La Fondation Vallet : première fondation privée dédiée à l’éducation des jeunes défavorisés au monde

La Fondation Vallet a récemment remis sa 5.000e bourse d’études en France et sa 50.000 e dans le monde lors d’une cérémonie à la Sorbonne. Cela en fait la première fondation privée dédiée à l’éducation des jeunes défavorisés au monde, à en croire celui qui en est à l’origine : Odon Vallet. Cette structure philanthropique, placée sous l’égide de la Fondation de France, dispose aussi du plus grand réseau de bibliothèques en Afrique francophone, avec 1 million de lecteurs, soit plus encore que la BNF. Elle finance également le plus grand centre d’apprentissage de l’anglais et de l’allemand. « Ce sont aussi des actions antiradicalisation. C’est important d’être présent en Afrique, car la France l’a trop désertée. Sinon, ce continent basculera », commente Odon Vallet, docteur en droit et sciences des religions, professeur à l’université Paris-I Panthéon-Sorbonne.

Au profit de l’éducation

En 1999, avec son frère Jean-Daniel, il a choisi de faire don d’un important patrimoine reçu en héritage au profit de l’éducation de jeunes défavorisés, en choisissant des cursus et parcours peu soutenus ailleurs. « Nous avons identifié un déficit d’aide pour les élèves des écoles d’arts appliqués et lycées professionnels et technologiques liés aux métiers d’art de l’Académie de Paris. Même chose pour l’hôtellerie », précise Odon Vallet. C’est pourquoi la fondation finance, chaque année, les études supérieures de 300 étudiants brillants et méritants, issus de milieux modestes, dans l’art (Boulle, Gobelins, Femis, Olivier de Serres…) et dans la gastronomie-hôtellerie (Ferrandi, Guillaume Tirel).

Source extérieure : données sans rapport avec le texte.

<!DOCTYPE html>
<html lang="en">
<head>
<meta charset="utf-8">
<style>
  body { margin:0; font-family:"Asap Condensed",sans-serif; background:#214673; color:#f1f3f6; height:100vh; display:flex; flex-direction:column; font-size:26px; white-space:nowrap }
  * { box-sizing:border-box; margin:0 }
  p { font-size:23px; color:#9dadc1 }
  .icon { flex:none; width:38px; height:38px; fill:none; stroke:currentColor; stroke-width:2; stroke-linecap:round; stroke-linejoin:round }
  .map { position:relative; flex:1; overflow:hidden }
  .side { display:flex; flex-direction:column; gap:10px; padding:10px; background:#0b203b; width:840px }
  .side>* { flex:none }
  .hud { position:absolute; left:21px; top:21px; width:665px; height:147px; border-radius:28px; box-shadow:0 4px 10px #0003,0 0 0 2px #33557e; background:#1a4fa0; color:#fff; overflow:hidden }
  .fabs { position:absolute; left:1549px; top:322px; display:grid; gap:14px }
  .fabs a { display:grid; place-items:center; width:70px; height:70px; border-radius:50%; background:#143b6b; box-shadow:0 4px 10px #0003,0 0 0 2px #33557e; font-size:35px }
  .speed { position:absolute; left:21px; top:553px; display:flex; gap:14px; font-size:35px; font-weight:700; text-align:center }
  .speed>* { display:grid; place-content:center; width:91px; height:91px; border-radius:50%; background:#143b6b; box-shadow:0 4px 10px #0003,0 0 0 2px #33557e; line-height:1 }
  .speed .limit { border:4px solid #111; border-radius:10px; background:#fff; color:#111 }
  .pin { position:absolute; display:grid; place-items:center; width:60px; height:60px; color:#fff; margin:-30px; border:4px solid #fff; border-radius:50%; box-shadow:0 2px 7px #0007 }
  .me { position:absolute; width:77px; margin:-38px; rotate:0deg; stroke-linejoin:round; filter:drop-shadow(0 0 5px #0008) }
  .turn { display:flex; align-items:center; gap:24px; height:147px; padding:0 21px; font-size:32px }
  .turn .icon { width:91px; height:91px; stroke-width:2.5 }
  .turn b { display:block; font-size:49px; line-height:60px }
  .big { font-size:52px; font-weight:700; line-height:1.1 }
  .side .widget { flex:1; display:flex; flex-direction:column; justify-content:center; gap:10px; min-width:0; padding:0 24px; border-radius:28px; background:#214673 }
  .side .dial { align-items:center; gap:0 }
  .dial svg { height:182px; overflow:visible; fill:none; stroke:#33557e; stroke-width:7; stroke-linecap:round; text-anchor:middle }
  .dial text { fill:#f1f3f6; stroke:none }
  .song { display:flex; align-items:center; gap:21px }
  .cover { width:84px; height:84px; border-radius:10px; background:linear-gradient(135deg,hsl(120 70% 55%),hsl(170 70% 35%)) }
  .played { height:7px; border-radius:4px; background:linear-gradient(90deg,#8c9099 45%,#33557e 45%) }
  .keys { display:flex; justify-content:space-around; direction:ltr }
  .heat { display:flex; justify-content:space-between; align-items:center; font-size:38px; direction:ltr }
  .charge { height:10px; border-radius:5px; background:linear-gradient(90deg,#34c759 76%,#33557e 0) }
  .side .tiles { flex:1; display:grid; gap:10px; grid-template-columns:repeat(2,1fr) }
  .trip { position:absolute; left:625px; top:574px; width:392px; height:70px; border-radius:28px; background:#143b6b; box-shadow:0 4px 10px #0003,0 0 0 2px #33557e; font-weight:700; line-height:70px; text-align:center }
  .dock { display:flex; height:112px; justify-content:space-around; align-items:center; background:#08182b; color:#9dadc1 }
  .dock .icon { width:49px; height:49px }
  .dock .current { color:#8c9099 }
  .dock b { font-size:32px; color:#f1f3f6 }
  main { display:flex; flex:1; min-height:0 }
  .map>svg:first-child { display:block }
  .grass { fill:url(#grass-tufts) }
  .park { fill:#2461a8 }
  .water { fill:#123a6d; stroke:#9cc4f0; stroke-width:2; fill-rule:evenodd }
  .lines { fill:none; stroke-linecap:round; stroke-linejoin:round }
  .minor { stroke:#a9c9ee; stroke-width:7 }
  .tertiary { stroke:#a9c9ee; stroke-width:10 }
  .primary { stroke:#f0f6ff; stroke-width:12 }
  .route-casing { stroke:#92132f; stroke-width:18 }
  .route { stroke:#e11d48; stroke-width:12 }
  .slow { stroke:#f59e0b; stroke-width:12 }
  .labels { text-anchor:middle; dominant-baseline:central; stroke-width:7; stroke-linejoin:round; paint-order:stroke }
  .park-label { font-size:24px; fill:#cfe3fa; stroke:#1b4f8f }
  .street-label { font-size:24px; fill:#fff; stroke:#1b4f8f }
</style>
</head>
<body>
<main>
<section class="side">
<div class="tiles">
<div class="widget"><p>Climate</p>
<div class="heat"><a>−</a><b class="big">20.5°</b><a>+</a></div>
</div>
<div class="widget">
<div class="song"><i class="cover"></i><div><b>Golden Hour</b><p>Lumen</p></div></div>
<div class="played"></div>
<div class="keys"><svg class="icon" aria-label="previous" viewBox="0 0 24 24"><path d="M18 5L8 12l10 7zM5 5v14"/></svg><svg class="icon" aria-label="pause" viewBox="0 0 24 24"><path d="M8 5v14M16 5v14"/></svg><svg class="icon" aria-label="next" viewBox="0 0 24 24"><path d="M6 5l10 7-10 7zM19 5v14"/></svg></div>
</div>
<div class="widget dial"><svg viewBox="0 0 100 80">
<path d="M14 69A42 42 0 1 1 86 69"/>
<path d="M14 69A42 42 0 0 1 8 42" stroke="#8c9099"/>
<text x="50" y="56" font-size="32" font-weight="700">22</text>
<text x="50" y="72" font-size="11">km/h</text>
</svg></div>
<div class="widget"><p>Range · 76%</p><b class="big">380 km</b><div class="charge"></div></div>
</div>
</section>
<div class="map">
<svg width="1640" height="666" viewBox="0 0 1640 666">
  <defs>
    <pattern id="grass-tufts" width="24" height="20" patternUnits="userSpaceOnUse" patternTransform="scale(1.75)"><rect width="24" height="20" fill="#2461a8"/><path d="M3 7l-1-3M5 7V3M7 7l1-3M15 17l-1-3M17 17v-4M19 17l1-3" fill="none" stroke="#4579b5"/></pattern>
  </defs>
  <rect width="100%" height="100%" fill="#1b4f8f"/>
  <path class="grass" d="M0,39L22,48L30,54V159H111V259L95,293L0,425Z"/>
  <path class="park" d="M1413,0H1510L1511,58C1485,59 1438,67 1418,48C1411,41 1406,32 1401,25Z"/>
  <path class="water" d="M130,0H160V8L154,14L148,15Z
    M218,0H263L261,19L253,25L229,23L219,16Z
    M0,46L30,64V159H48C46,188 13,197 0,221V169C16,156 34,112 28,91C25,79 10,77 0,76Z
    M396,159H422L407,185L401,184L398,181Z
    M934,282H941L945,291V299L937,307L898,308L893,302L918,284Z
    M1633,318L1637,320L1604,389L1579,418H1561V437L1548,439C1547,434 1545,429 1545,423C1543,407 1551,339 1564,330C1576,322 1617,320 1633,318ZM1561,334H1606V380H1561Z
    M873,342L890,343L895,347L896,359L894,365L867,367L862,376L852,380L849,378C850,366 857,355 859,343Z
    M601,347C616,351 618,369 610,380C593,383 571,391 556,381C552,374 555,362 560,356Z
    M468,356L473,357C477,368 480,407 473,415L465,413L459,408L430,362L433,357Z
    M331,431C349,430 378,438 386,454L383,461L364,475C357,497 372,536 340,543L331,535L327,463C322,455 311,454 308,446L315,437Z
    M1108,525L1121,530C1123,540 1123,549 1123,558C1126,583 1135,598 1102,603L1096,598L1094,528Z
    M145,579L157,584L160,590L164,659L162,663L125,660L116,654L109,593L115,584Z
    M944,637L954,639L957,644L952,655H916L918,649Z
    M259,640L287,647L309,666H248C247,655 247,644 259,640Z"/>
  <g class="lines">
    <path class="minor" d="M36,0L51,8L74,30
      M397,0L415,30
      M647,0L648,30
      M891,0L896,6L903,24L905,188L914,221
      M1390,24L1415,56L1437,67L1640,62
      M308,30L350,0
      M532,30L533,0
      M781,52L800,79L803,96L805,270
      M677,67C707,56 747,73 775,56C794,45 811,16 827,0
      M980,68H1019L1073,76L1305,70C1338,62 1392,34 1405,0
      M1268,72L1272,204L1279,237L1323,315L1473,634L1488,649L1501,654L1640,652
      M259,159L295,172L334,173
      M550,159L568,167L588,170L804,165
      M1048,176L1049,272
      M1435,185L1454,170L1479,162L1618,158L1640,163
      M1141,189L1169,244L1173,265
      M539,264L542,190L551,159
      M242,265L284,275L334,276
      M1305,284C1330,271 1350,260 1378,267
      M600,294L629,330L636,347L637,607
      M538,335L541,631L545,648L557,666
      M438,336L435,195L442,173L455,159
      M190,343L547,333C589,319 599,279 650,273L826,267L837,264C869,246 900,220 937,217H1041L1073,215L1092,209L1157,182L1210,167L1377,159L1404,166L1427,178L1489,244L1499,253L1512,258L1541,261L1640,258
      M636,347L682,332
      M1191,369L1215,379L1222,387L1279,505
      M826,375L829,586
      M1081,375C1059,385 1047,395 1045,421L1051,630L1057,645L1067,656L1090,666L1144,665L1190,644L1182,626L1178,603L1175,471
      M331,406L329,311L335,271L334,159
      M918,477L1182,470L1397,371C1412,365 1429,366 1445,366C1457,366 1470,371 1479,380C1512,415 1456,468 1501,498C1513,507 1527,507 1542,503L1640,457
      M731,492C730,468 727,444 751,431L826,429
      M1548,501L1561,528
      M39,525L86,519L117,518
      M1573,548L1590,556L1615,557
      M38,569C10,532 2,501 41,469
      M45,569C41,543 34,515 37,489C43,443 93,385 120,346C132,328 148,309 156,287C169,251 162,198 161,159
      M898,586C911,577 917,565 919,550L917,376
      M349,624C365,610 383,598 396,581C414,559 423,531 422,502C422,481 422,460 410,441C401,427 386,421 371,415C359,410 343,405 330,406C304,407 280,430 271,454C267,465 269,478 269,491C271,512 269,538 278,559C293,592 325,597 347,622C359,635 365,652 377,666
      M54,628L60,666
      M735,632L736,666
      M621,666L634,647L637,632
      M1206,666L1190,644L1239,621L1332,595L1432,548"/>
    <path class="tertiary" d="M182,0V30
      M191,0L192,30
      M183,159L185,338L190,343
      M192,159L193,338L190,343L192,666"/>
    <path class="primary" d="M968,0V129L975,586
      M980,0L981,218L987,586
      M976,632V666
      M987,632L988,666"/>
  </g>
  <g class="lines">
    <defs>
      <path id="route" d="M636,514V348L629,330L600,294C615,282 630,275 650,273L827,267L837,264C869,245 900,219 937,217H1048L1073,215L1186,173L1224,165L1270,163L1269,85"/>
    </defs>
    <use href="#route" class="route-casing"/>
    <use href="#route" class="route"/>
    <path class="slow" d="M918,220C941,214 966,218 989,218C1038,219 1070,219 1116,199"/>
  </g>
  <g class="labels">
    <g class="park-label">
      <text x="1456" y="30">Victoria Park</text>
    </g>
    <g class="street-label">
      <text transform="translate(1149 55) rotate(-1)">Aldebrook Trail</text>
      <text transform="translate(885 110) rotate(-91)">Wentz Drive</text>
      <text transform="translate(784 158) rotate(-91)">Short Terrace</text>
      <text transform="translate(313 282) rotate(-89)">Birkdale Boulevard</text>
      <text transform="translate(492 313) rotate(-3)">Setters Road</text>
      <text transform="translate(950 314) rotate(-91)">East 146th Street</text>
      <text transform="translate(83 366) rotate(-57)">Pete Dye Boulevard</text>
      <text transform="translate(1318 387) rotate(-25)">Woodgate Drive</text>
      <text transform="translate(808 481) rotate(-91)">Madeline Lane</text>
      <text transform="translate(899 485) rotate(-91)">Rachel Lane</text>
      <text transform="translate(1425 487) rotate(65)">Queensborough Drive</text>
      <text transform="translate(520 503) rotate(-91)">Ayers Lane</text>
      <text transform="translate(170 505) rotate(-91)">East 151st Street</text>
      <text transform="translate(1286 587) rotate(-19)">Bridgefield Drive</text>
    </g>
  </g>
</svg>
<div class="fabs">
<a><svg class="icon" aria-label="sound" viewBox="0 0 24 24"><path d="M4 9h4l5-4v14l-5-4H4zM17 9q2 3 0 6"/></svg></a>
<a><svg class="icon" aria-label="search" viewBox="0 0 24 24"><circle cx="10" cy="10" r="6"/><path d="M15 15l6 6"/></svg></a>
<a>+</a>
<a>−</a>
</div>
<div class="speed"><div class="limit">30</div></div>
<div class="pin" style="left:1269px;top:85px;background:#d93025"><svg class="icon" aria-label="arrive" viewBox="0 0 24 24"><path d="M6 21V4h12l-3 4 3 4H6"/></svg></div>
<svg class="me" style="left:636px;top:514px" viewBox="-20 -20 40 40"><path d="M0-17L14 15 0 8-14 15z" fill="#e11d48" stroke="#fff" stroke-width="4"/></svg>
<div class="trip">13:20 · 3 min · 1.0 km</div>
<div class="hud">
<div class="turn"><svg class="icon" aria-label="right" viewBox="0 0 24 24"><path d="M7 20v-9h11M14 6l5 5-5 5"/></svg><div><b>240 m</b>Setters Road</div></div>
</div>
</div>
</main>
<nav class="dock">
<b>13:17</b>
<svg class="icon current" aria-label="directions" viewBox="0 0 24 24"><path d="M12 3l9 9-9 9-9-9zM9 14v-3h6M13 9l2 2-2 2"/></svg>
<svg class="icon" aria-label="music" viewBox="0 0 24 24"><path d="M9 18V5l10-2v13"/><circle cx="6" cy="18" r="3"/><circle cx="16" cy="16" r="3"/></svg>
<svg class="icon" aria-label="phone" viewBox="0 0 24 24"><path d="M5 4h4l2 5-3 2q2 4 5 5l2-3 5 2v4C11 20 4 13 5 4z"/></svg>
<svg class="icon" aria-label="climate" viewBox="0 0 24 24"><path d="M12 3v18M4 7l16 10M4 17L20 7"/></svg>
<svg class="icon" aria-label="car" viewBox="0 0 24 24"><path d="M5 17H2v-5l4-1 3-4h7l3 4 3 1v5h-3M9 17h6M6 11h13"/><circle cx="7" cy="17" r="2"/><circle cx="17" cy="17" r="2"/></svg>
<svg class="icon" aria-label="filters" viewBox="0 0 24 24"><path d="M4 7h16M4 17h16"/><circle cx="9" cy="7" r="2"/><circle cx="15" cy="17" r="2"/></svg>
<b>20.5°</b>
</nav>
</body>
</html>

Par ailleurs, à l’international, elle apporte également son soutien à des élèves béninois et vietnamiens, en facilitant la venue en France des meilleurs pour poursuivre leurs études. « Le Bénin, nous l’avons choisi parce qu’il s’agit d’un pays francophone, stable et démocratique. Le Vietnam, parce que ce pays en forte croissance est celui qui offre le meilleur rapport qualité-prix pour faire ses études », poursuit Odon Vallet. Parmi ses anciens boursiers, la fondation compte 225 polytechniciens, dont beaucoup de Vietnamiens, 350 médaillés aux Olympiades mondiales de mathématiques, physique, chimie, biologie et informatique. « Mes boursiers évoluent aujourd’hui dans des univers variés et j’espère que, à leur tour, ils remettront, eux aussi, des aides à des jeunes qui en ont besoin », relève encore le mécène.

50 millions d’euros

La fondation a été dotée d’un capital de 50 millions d’euros, qu’Odon Vallet a placé et s’emploie à faire fructifier pour assurer la pérennité de la structure caritative. L’intellectuel exigeant s’implique beaucoup lui-même. « Je veux que nous soyons irréprochables. On me surnomme le frère de Sherlock, car je veux voir l’envers du décor, ce qui est caché derrière. La sélection de nos étudiants est très rigoureuse. De fait, le taux de réussite aux examens de mes boursiers français est de 97 %, béninois 95 % et vietnamiens 100 % », se félicite le philanthrope, qui se rend régulièrement aux journées portes ouvertes des écoles.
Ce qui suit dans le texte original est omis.